PROMPT →
The reply should be the records repeated exactly, without any images.

SUPPLIED ENTRIES →
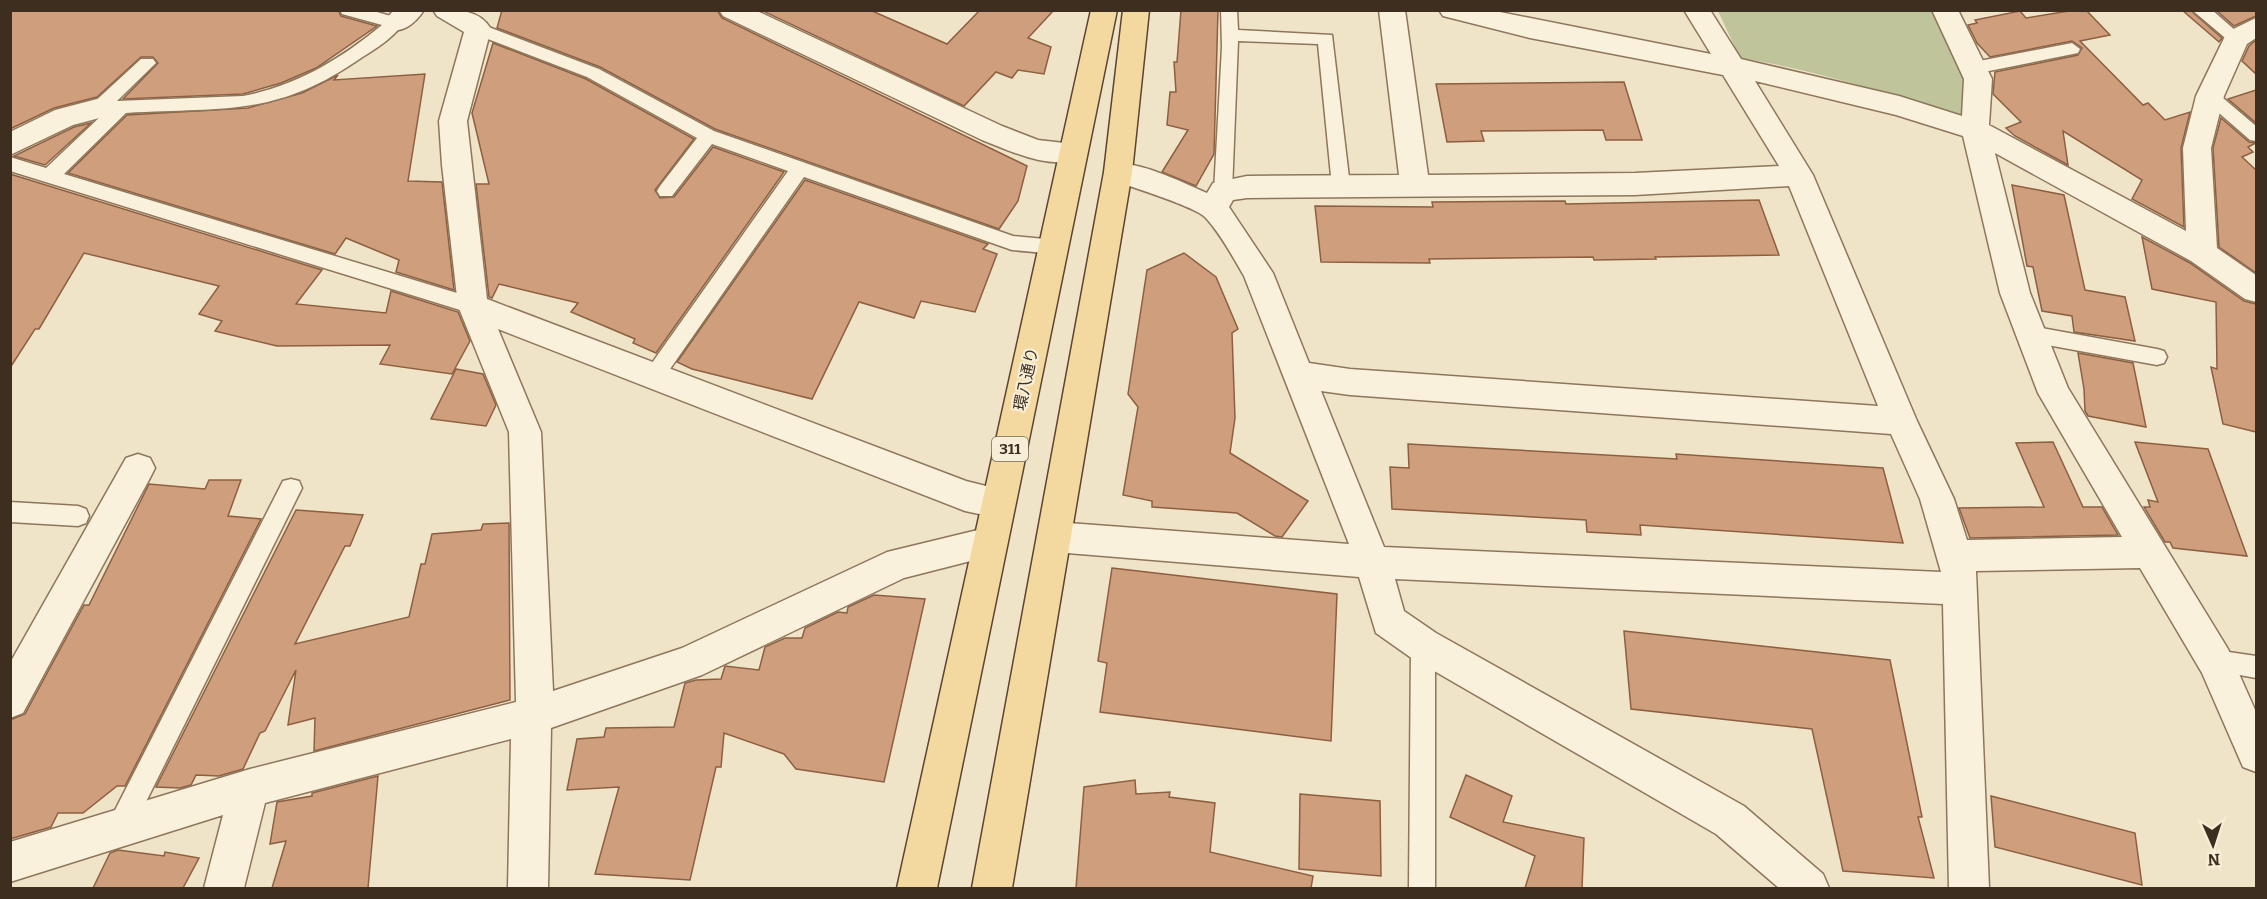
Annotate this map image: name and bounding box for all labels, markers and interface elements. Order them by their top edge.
street label: 環八通り [1010,346,1042,412]
road number: 311 [992,437,1028,461]
north arrow [2183,815,2243,875]
text: N [2207,850,2220,869]

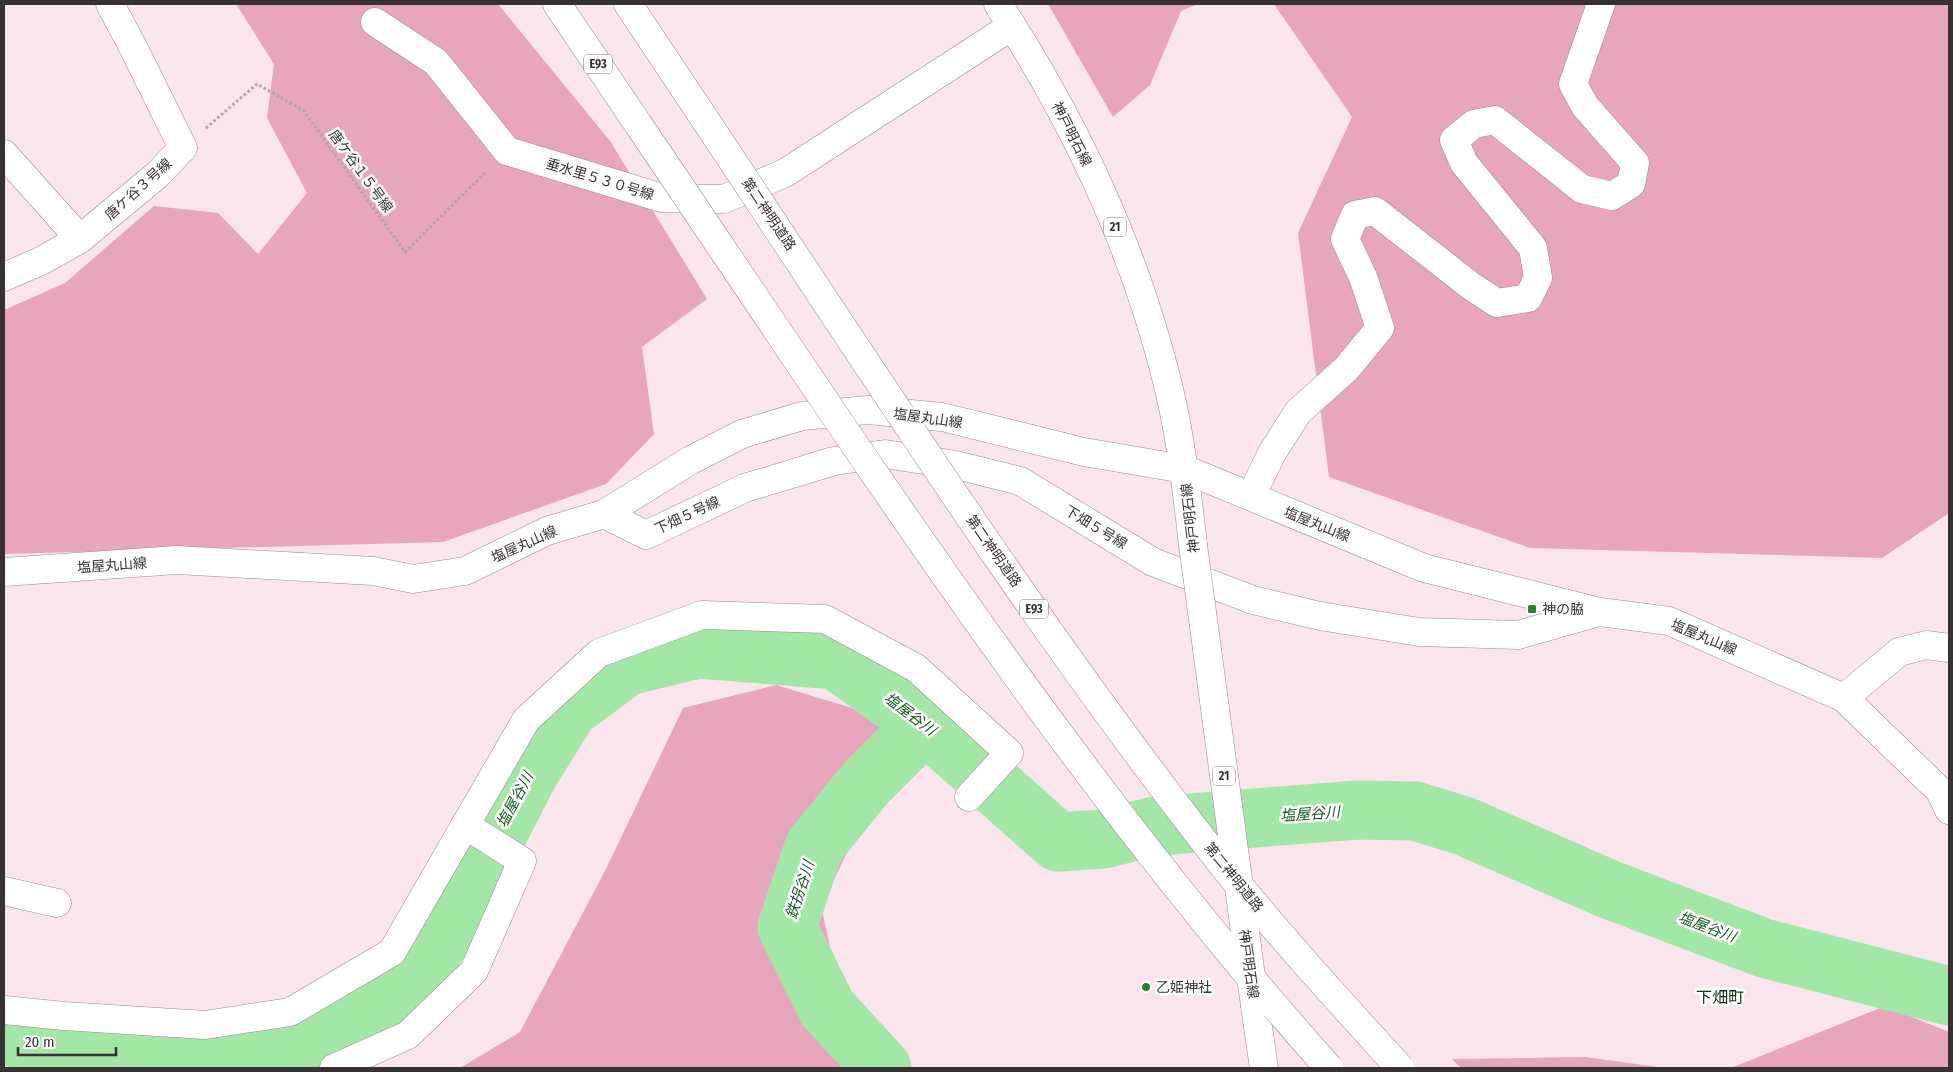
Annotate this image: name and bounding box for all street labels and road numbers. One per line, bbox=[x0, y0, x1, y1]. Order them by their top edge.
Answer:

EXERCISE RESPONSE →
Annotate this map image: name and bounding box for all labels, markers and interface elements. Order them by their top edge.
street label: 環八通り [1010,346,1042,412]
road number: 311 [992,437,1028,461]
north arrow [2183,815,2243,875]
text: N [2207,850,2220,869]

Annotate this image: name and bounding box for all street labels and road numbers. One per line, bbox=[x0, y0, x1, y1]. Order them by their top edge.
Answer:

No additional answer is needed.